The respondents were 33% Republican and 36% Democrat, so it hardly says anything about the proclivities of one party over the other. All it really shows is that mail-in voting is a bad idea that has a lot of weak points for securely and legitimately tallying votes. Of course anyone paying attention already knew this. Leaving the house and physically voting in person once every 2-4 years should not be too low of a bar to choose the direction of your country.
And in-person voting would be even easier if each Presidential election were a paid national holiday…
Indeed. I’ve never heard a good argument for not doing this.
It wouldn’t have much affect on the self-employed like myself.
PWS
Nor on me.
I don’t know if this qualifies as a good argument, but this would free up all of the employees of the government.
We would get a president selected by AFCSME, SEIU, NEA, & the AFT.
I’d be all for expanding Election Day to a four or five day event. That should be enough to allow everyone enough time to cast their ballot.
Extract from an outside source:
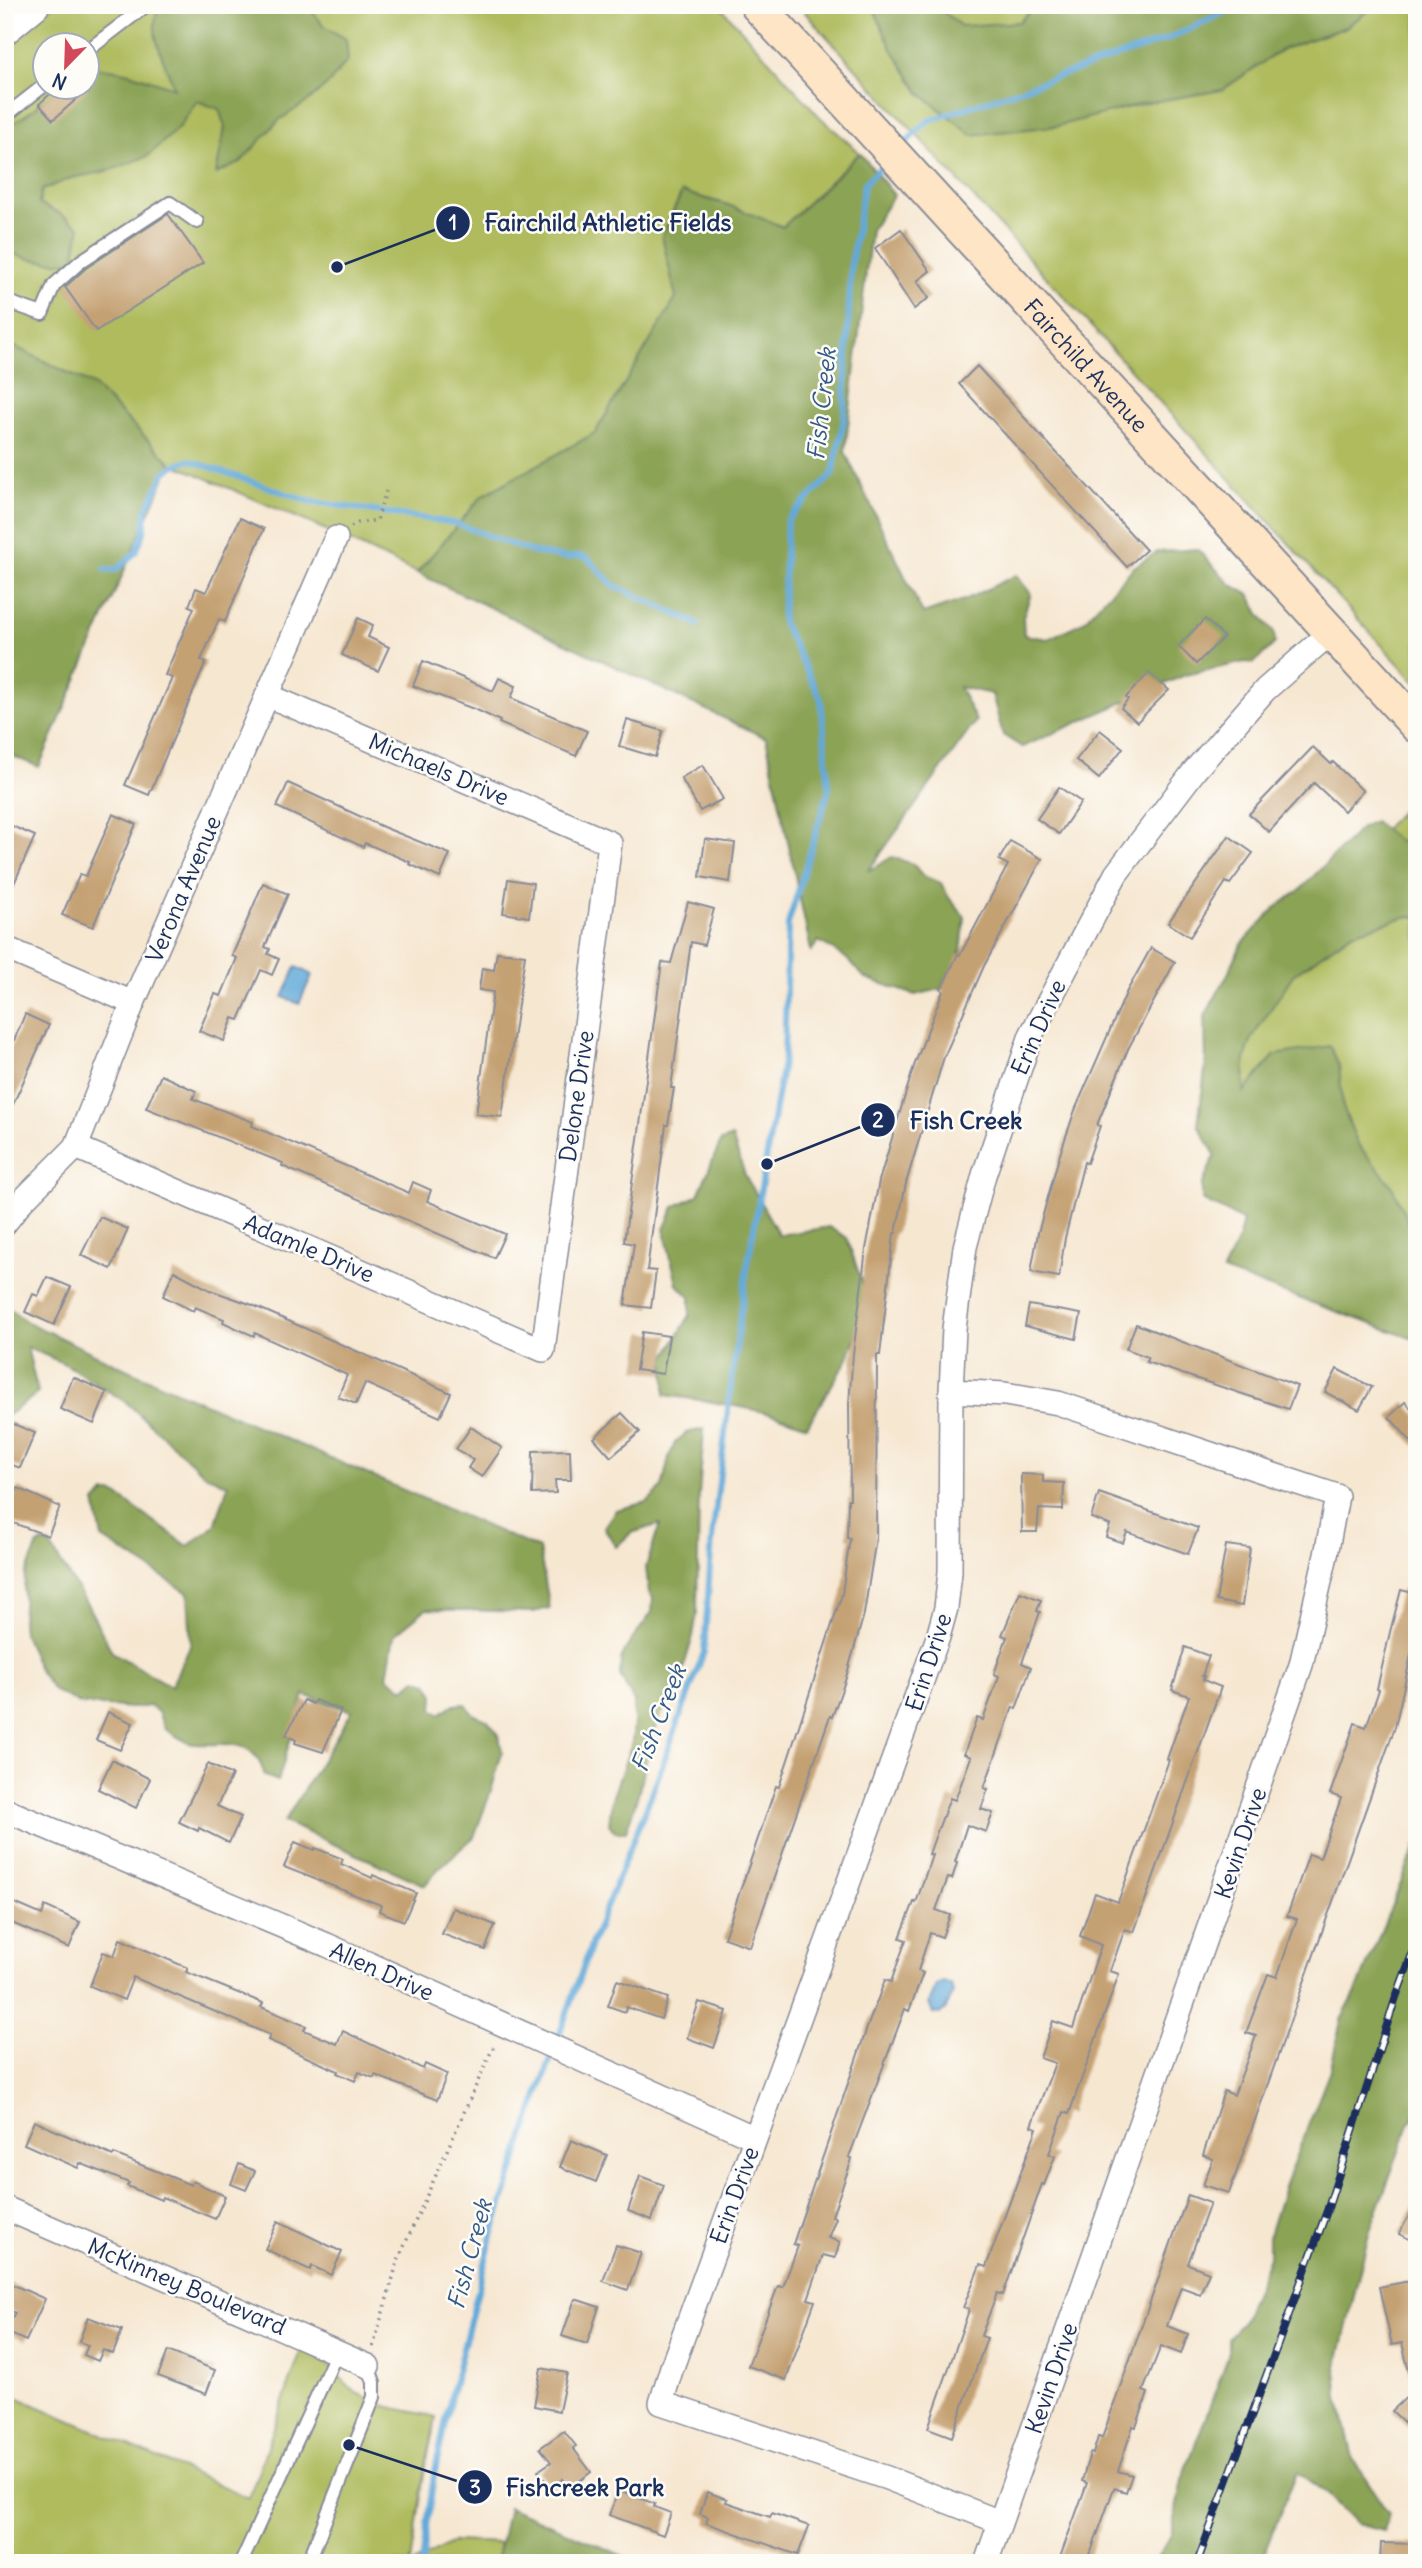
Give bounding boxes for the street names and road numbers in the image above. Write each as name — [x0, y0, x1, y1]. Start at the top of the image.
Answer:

I have been voting by mail for years. I like it. I like sitting at the kitchen table, reading through the blue book (do all states have a blue book?) and voting. I can drop off my ballot or check that it was recorded online. I realize there’s problems. Namely that people who don’t live at that address anymore get a ballot in the mail. Last cycle they had an entire mail truck who purposely delayed delivering the ballots. You tend to vote early and sometimes miss that last minute news, although nothing ever said has changed who my vote would’ve been for. I’m not sure voting by mail is any more hazardous or hackable than voting by voting computer systems, assuming there’s meaningful precautions. As far as voting for someone else… well… my kid was away at college and the ballot came here. I didn’t try to cast their ballot, it needs a signature which they do check so I can’t say if I could have voted for them or not. In a country of 333 million people there is naturally some cheating that goes on. The question is how much would influence the vote? For a president, that’s a lot. For a school district, that would be very few. So… is there some fraud? Probably. Enough to change a federal Presidential vote in a meaningful way by using mail in ballots? Color me skeptical. I think the biggest danger of all is the parties continue to want to alter the voting process without real proof that there’s widespread problems with the actual voting process.